Was Caroline held up as a paragon of kind? I thought it was more that a positive repercussion from what happened to her should be an increase in kindness. Her family and friends talk a lot about how funny and energetic she was but I can’t say I noticed an over emphasis, or mention at all actually, of her saintly kindness.
 
Andrew is a piece of tit. Funny how he only piped up when she was being absolutely torn apart in the press. He was purposely vague and alluded to the worst without actually ever really backing it up. Let's not even get started on him sending her the lamp. He's a vile twit who used her and her death in order to boost his own (pathetic) profile.
Exactly. He has a part to play in all of this too.
 
I'm just going to say it- I don't understand why she is held up by some as the patron saint of kindness. I feel like the abuse towards her partner is almost always forgotten about or hugely minimised by people who think that 'be kind' means never hold anyone accountable for their actions.

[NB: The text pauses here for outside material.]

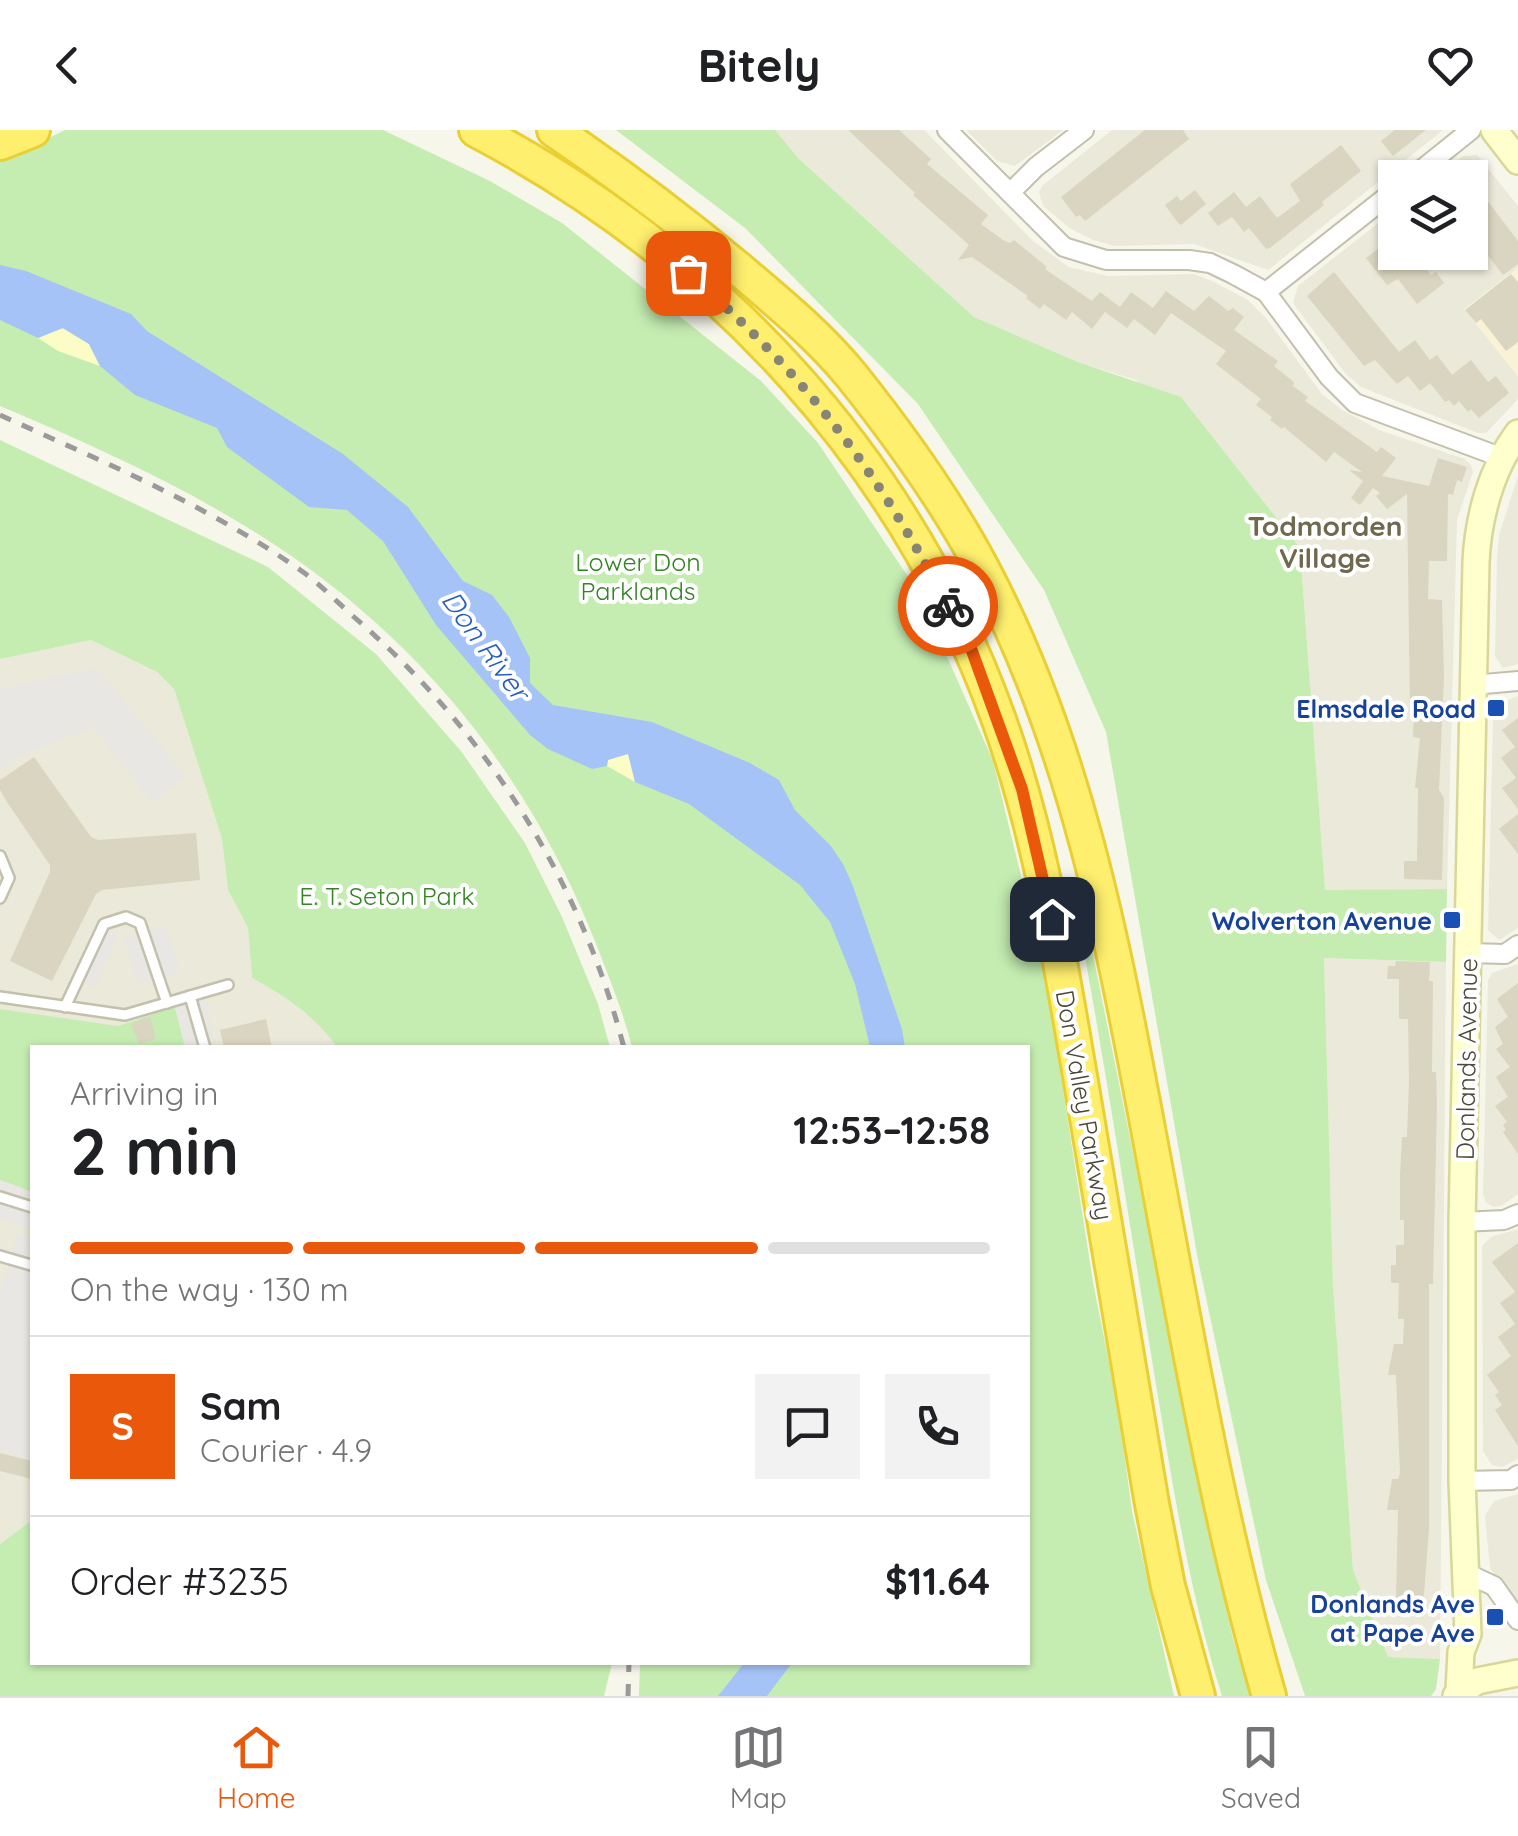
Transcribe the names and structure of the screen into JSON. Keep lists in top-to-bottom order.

What she did to her boyfriend wasn't very kind at all and CPS were right to continue the investigation. If the abuse against him escalated to the point where he didn't survive or tried to take his own life then people would be asking why no one stepped in to help. No one should fear physical violence in their own home. Imagine it was a man against a woman here and you can understand what the public reaction would have been.

Don't get me wrong, I know the media machine in this country is out of control and very intrusive but it's unreasonable to expect no one to report on a high-profile case like this. She was the aggressor in the situation and people shouldn't forget that men can experience abuse at the hands of their partners too.

The case is tragic but plenty of people experience anxiety and depression for their entire lives and never harm those around them. It was right that she was held accountable but obviously sad that she made a decision and couldn't deal with the consequences of her actions.

People need to stop acting like she was a saint and that the backlash she received was completely uncalled for because it wasn't.
I will never stand up for a domestic abuser having been a victim but what I will say is Caroline’s situation was played out for the world to see the media attention and pressure on her because she was famous.
Any normal person would not have such a high profile case, from what we know about the situation he ended up with a small cut on his head. The blood on the bed was from her own self harm. There is a big difference in a repeat abuser for years than a one off incident.
Caroline clearly needed help and had her own insecurities she paid for her mistakes by taking her own life.